Sunday, April 18, 2010

Management Systems ... Responsibility Accounting

Dear Colleagues

I have been involved with design and building management systems since very early on in the computerization of the corporate enterprise. While the computer made it possible to do electronic data processing (EDP) ... the availability of data did not ensure that there would be any decisions made based on these data. Some creativity was needed to get people to pay attention!

It was in this context that we starting doing "responsibility accounting" which in very simple terms was just department or cost center accounting, but with the name of the supervisor responsible for the department written onto the reports. This had the effect of personalizing the reports ... but more important, made the individual supervisors pay attention and then challenge the accountants about the accuracy of the numbers.

The first month these "named" reports were circulated, the accountants were heavily criticized ... and all sorts of errors were identified. The second month, some of the errors had been corrected, but not all. It took several cycles for all the accounting errors to be fixed ... and then the dialog was able to shift to corporate performance. Why were the costs what they were? How could performance be improved? If we did this, would it improve the results? Now the dialog was about cause and effect in the cost center ... and between the cost centers.

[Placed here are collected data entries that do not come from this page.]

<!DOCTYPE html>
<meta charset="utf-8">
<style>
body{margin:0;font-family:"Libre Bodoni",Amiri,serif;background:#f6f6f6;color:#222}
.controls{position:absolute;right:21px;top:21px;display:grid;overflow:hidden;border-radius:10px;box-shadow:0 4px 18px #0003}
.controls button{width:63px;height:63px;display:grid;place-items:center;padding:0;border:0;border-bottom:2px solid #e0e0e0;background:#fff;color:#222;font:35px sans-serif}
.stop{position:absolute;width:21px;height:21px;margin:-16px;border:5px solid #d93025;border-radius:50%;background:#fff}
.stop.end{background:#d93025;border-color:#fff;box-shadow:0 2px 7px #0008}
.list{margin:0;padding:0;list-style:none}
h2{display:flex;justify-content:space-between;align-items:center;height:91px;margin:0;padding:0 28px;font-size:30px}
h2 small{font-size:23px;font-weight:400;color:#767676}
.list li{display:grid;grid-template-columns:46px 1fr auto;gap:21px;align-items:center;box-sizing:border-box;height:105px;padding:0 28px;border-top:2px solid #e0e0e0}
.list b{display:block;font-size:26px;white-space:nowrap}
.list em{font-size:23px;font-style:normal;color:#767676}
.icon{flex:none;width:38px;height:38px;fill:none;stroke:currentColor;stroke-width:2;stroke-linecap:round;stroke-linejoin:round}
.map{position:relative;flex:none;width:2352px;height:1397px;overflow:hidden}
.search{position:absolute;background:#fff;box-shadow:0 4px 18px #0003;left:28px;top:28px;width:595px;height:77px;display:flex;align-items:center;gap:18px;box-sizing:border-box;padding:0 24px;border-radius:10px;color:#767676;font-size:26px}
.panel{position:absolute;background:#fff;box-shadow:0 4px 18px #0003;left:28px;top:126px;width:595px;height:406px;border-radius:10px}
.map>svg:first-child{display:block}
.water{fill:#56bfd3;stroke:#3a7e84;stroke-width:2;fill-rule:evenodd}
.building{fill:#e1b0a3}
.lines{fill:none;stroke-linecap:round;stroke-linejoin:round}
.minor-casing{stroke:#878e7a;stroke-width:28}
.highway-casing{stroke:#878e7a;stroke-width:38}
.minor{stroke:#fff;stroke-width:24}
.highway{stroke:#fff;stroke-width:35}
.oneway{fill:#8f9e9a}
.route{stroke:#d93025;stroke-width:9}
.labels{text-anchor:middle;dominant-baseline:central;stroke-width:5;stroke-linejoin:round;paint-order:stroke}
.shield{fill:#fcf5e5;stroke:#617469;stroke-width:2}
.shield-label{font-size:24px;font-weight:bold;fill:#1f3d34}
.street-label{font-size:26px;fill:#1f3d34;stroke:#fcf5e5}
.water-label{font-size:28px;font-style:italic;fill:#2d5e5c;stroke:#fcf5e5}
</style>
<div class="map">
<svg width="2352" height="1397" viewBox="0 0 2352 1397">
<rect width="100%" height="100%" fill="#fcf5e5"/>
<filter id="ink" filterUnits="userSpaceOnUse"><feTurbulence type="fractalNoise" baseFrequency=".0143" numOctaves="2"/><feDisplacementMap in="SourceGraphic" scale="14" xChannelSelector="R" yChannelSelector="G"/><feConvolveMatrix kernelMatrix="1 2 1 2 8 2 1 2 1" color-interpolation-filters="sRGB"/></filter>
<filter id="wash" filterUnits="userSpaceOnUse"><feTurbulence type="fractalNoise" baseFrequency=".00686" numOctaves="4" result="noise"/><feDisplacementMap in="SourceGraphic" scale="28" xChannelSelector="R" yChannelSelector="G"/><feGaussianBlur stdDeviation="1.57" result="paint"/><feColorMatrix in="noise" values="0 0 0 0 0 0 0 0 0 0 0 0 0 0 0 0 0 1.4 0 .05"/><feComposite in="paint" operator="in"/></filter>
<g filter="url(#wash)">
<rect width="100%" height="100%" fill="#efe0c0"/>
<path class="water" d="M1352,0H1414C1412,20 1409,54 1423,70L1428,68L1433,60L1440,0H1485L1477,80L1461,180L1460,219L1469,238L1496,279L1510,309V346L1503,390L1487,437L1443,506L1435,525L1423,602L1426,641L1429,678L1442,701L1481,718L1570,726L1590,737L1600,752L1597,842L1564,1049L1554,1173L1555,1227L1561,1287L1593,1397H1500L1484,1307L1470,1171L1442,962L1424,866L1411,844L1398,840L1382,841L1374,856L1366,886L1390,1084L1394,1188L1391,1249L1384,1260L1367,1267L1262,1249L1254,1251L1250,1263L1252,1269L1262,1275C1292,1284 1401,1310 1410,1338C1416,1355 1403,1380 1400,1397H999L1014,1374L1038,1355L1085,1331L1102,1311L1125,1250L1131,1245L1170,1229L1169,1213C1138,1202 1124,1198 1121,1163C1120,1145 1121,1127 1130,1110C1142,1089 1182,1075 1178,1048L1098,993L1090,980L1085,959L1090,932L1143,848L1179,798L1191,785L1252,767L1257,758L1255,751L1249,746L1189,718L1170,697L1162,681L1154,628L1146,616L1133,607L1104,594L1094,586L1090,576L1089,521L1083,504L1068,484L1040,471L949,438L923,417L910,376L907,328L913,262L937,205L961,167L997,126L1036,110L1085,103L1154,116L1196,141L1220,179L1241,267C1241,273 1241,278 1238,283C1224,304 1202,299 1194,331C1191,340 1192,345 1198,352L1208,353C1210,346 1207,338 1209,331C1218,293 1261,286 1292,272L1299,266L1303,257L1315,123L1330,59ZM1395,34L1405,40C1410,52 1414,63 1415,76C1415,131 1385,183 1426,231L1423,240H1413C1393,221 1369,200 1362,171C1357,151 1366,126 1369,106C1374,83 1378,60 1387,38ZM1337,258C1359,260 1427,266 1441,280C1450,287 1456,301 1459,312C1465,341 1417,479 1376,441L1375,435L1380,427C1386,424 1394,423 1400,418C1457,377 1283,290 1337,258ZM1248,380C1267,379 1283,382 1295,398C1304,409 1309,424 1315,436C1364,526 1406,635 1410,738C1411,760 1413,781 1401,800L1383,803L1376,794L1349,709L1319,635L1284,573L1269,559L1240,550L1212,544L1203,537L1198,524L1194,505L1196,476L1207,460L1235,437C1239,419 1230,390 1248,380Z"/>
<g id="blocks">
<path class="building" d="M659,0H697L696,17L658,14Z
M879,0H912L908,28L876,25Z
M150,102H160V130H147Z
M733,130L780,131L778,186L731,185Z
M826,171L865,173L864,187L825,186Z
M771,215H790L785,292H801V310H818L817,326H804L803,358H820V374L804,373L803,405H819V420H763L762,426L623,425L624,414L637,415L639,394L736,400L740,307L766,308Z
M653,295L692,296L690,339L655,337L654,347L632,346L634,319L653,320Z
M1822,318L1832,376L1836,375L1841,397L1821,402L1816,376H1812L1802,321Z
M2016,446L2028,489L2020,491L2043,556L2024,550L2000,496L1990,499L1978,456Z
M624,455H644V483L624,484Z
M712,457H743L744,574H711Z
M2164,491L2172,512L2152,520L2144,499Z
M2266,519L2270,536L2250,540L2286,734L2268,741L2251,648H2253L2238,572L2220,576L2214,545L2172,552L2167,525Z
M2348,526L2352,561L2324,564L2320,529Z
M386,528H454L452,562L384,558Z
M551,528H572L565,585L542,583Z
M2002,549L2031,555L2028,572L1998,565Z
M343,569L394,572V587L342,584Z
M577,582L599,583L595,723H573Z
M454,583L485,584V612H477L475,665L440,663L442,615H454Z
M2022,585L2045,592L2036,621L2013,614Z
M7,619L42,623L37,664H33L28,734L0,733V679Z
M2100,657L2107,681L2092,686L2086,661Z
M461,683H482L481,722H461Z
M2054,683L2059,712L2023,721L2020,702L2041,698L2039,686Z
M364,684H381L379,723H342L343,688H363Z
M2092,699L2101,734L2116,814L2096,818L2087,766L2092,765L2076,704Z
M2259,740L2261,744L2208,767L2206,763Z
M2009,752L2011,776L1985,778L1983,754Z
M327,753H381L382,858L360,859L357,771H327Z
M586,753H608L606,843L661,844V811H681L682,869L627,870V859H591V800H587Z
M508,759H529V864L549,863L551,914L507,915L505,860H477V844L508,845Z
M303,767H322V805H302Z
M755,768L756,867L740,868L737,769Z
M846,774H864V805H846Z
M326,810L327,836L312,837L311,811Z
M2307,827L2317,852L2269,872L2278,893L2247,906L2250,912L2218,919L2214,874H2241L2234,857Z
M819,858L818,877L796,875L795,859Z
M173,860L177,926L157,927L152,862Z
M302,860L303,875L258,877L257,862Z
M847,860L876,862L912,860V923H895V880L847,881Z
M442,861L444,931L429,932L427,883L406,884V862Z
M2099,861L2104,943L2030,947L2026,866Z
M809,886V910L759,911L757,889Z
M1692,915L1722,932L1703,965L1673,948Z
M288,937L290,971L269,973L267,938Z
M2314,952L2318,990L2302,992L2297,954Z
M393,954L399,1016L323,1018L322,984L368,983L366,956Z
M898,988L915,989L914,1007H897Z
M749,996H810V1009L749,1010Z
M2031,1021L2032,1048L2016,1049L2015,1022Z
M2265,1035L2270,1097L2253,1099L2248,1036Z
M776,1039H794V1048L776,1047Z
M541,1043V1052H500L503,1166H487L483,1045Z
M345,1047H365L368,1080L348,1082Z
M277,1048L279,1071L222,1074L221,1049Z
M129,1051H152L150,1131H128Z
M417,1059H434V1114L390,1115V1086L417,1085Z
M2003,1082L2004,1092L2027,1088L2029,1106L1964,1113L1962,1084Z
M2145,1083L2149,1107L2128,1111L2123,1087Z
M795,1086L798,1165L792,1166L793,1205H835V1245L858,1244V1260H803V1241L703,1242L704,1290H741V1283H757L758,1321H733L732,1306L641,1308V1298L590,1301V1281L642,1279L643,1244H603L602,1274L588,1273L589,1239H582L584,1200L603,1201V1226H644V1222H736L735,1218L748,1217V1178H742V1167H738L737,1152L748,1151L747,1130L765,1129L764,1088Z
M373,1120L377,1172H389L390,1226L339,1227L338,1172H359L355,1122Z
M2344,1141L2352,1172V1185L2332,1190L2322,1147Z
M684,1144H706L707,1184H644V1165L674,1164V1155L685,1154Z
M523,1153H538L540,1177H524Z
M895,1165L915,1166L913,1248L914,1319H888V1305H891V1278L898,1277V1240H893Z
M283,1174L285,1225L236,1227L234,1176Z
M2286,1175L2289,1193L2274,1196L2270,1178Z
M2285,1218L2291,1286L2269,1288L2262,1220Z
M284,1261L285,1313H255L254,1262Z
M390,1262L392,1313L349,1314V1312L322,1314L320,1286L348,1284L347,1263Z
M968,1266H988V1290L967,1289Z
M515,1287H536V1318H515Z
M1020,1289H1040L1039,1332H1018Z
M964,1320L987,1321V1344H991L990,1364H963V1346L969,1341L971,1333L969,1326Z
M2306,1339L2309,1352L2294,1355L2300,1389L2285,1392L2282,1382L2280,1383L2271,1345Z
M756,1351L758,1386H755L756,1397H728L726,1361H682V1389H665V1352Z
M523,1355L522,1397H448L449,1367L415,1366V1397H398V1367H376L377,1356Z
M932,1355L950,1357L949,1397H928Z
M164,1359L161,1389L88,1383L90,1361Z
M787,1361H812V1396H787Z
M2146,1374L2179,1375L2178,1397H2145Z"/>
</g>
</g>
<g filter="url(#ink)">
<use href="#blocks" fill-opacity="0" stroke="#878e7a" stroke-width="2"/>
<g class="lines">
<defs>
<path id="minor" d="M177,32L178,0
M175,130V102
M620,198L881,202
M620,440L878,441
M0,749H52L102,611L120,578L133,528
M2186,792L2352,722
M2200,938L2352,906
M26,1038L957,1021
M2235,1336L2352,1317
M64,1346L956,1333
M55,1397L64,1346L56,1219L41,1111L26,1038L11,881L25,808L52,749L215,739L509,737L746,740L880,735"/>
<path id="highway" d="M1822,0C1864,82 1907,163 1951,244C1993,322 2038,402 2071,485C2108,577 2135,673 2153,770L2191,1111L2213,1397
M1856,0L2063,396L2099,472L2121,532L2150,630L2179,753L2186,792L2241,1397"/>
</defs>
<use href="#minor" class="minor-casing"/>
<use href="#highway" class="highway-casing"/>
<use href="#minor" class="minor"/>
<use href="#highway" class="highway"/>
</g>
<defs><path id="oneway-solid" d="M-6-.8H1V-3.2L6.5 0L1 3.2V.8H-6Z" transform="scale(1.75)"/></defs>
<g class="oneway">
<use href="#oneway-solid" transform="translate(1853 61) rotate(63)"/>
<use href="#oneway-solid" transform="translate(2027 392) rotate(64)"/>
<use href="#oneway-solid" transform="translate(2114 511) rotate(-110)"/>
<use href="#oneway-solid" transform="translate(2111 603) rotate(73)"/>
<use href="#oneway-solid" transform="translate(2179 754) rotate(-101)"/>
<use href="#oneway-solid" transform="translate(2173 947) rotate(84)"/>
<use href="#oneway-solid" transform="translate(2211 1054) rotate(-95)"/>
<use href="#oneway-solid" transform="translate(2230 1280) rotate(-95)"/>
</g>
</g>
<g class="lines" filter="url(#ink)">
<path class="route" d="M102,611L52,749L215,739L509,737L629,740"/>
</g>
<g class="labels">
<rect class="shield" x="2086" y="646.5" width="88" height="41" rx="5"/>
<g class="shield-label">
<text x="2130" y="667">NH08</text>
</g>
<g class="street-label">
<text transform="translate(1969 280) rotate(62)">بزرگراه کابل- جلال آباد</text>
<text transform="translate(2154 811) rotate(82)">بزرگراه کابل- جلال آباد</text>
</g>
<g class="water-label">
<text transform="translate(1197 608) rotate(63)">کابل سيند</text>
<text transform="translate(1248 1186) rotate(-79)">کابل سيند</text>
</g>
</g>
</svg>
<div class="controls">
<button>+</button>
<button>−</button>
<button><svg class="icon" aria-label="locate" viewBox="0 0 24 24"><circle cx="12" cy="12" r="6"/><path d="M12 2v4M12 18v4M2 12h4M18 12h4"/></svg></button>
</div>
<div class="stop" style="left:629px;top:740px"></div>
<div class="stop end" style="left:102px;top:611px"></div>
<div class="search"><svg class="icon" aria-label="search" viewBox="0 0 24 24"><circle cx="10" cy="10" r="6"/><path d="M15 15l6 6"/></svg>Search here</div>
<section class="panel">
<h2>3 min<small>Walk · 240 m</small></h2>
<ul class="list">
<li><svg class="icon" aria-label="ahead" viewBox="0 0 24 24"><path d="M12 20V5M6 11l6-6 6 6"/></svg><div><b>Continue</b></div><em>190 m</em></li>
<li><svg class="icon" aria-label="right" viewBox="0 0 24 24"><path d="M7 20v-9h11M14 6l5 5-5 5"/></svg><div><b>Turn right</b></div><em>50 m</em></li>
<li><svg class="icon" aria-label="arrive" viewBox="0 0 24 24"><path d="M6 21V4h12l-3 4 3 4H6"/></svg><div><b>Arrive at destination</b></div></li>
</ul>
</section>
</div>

As soon as responsibility accounting became part of the management system, decision making was based on data ... and the quality of decisions was determined by the outcomes. People knew who was responsible ... and the company started to function like a well trained team. Each supervisor was not in the management team, not under the management team.

Variants of this have always been part of my management tool-kit wherever I have worked ... and I would always want something like this to be used. I have tried to get people at the UN and the World Bank to take an interest in this sort of accounting, and this sort of responsibility and accountability ... but it has not worked. I recall after a presentation at the Administrator's office of UNDP, one of the staff commenting that words like management, accountability and responsibility had the idea doomed from the start! But I did try ... and I will do so again!

Community Analytics (CA) is for society what management accounting is to the corporate entity ... and in CA the idea of responsibility is also very important. CA moves the focus of analysis from the enterprise to the community ... but CA also needs to address the question not only of the place, but also who is responsible within the place. Most of the time it will not be useful to know who ... but from time to time knowing who is critical (see some examples from Haiti analytics to be posted later).